The explanatory material released with the draft legislation highlights the governments fear about “refreshed” second-hand plant and equipment values. In an article by the Australian Financial Review (http://www.afr.com/real-estate/residential/landlords-face-loss-of-950-a-year-in-deductions-on-typical-renovation-20170518-gw7jod) the ATO anonymously referenced a depreciation schedule they saw with second-hand values roughly 10x what they believed to be reasonable. Unfortunately, rather than dealing with the offending firm(s), treasury and the ATO have teamed up to penalise all investors by scrapping all depreciation on previously used plant and equipment assets.

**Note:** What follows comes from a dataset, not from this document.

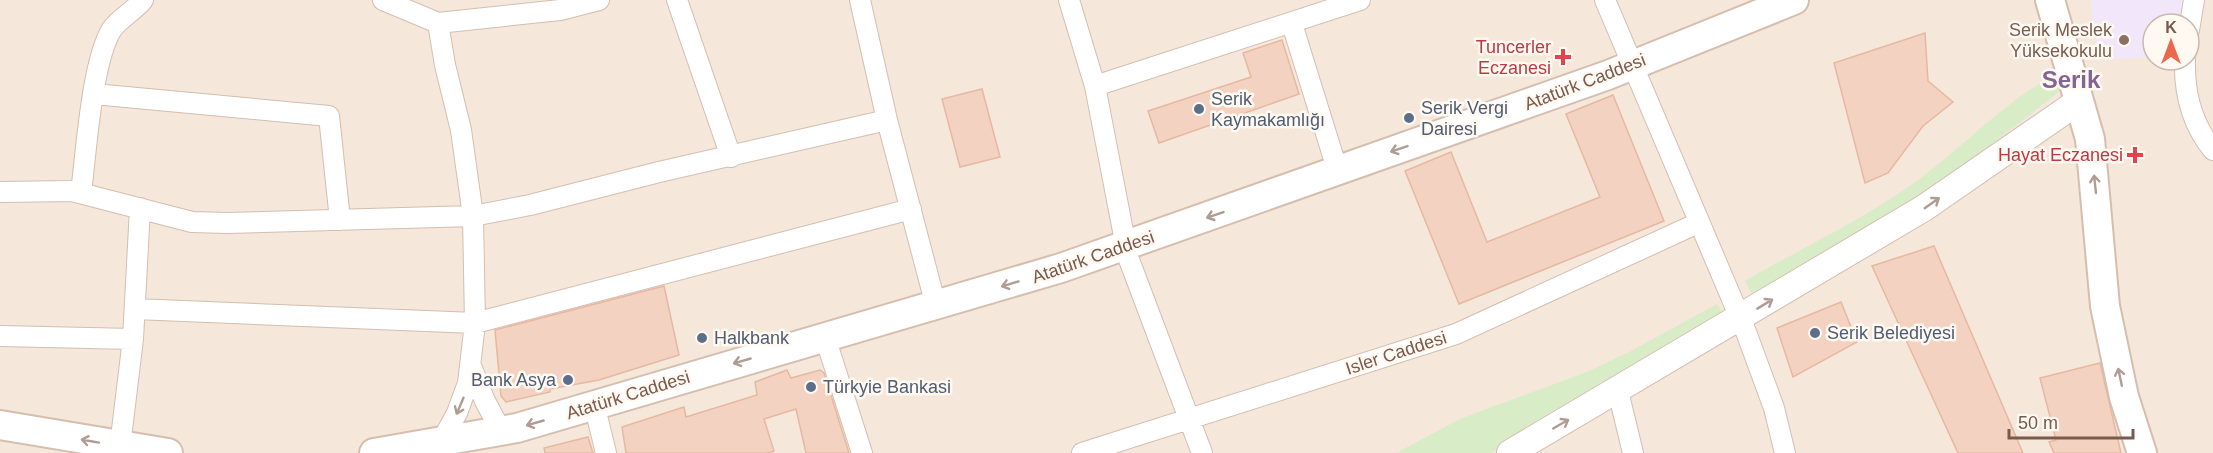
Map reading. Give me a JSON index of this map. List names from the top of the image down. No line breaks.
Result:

One particular firm has been heard saying that they get back more deductions than anyone else which is frustratingly misleading. One wonders whether they’re believing their own spin or are the offending party referred to above. Sure, there are some firms that aren’t depreciation specialists and will miss ways to maximise a claim, but once to get to the specialist firms, the ATO rules apply to everyone, and the estimated values should be similar.
The term “previously used” popped up several times in the legislation, and it does confirm that previously used assets are any plant and equipment assets that existed within a property prior to an investor purchase, whether it was owner occupied or tenanted. So, unless you either buy the property new, or pay for the assets yourself such as adding some carpet, you won’t be able to claim plant and equipment deductions. If you’re living in your property while you renovate it and then sell the property to an investor, the investor will have no plant claims as the assets are deemed previously used. This is not the case if you renovate your property while tenanted, you’ll be able to claim those plant values.
The treasury has suggested that these changes will fix the issue of “refreshed” 2nd hand values. I cannot for the life of me see how this will fix the issue entirely, as the depreciation that you were able to claim under the old rules, can now be treated as a capital loss at the time of sale, reducing your capital gains tax. In sexy ATO speak: To the extent that an entity’s deductions for an asset are reduced because of these amendments, when the entity ceases to use the asset the amount of any balancing adjustment is reduced and the proportion of the decline in value of the asset is recognised as a capital loss.”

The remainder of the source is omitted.